╭──

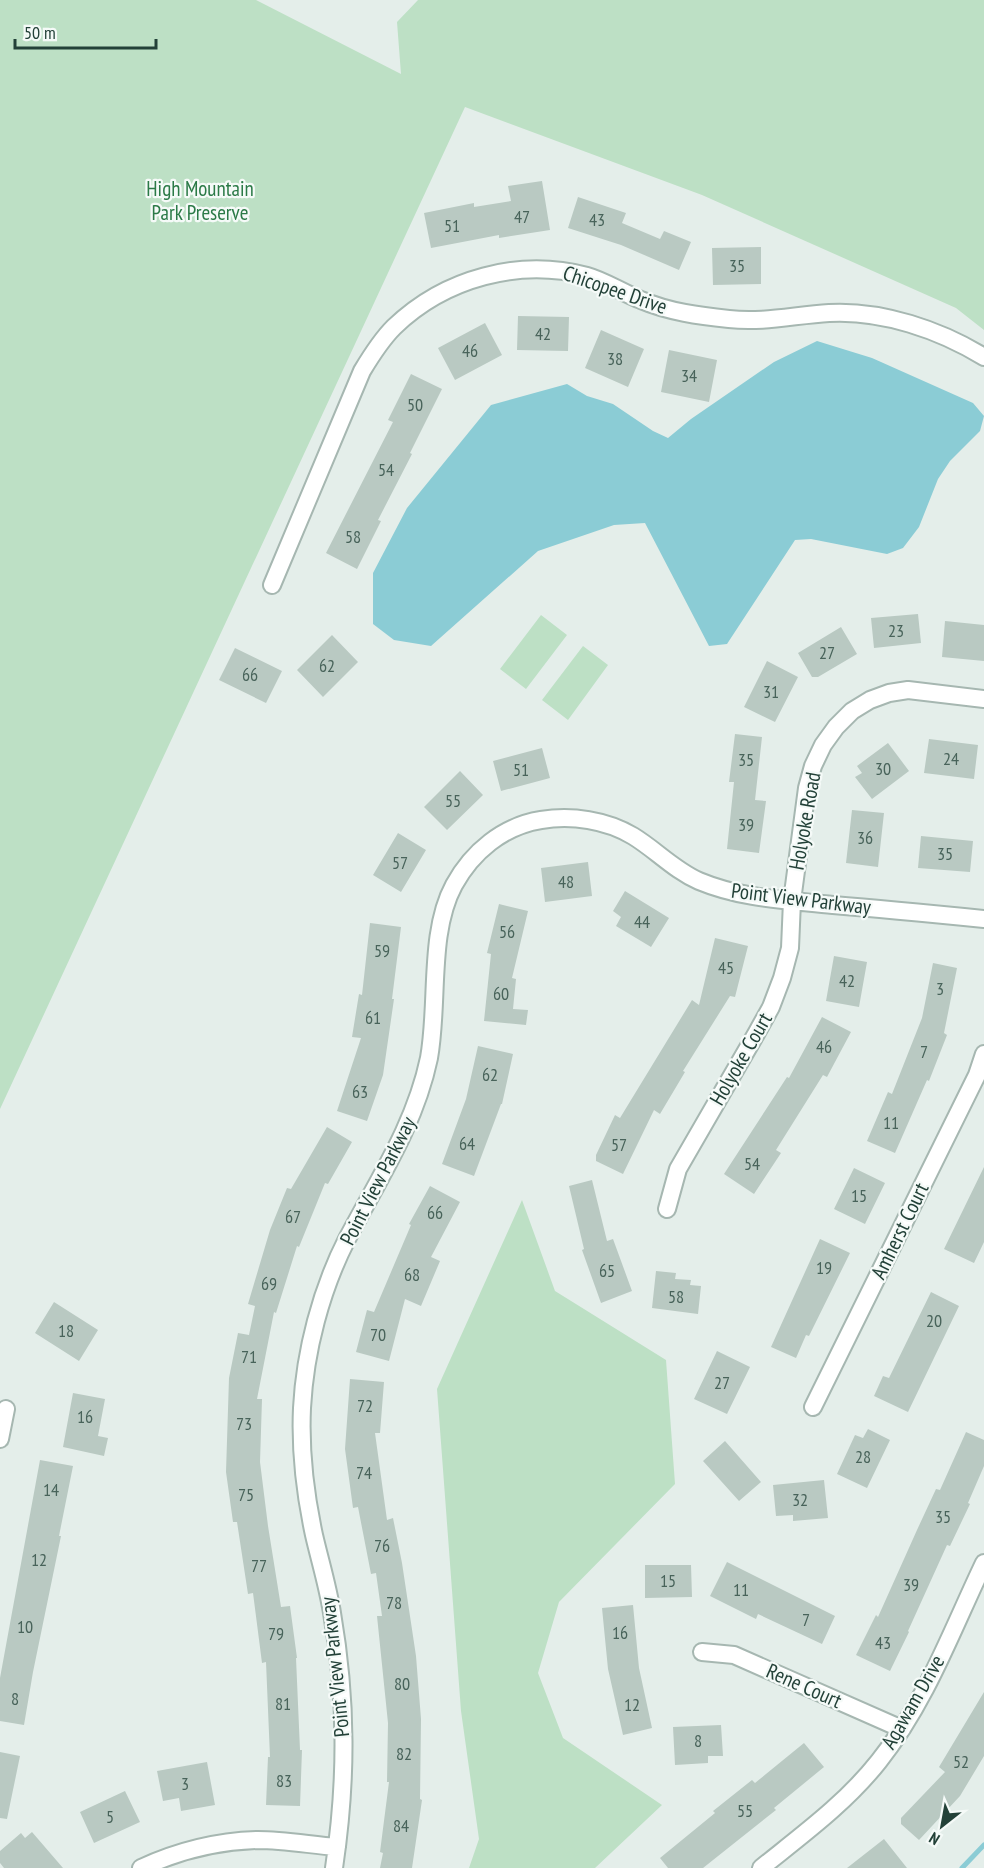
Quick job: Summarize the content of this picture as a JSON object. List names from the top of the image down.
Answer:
{
  "streets": {
    "street": [
      "Chicopee Drive",
      "Holyoke Road",
      "Point View Parkway",
      "Holyoke Court",
      "Amherst Court",
      "Rene Court",
      "Agawam Drive"
    ]
  },
  "crossings": [
    ["Holyoke Road", "Point View Parkway"],
    ["Holyoke Road", "Holyoke Court"],
    ["Point View Parkway", "Holyoke Court"],
    ["Rene Court", "Agawam Drive"]
  ],
  "parks": ["High Mountain Park Preserve"],
  "house_numbers": [
    "47",
    "43",
    "51",
    "35",
    "42",
    "46",
    "38",
    "34",
    "50",
    "54",
    "58",
    "23",
    "27",
    "62",
    "66",
    "31",
    "24",
    "35",
    "30",
    "51",
    "55",
    "39",
    "36",
    "35",
    "57",
    "48",
    "44",
    "56",
    "59",
    "45",
    "42",
    "3",
    "60",
    "61",
    "46",
    "7",
    "62",
    "63",
    "11",
    "64",
    "57",
    "54",
    "15",
    "66",
    "67",
    "19",
    "65",
    "68",
    "69",
    "58",
    "20",
    "18",
    "70",
    "71",
    "27",
    "72",
    "16",
    "73",
    "28",
    "74",
    "14",
    "75",
    "32",
    "35",
    "76",
    "12",
    "77",
    "15",
    "39",
    "11",
    "78",
    "7",
    "10",
    "16",
    "79",
    "43",
    "80",
    "8",
    "81",
    "12",
    "8",
    "82",
    "52",
    "83",
    "3",
    "55",
    "5",
    "84"
  ],
  "scale_bar": "50 m",
  "north": "bottom left"
}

╰──

WHAT IS REQUIRED »
Which of the lines above include the word "View"? Copy each of them.

SOLUTION »
      "Point View Parkway",
    ["Holyoke Road", "Point View Parkway"],
    ["Point View Parkway", "Holyoke Court"],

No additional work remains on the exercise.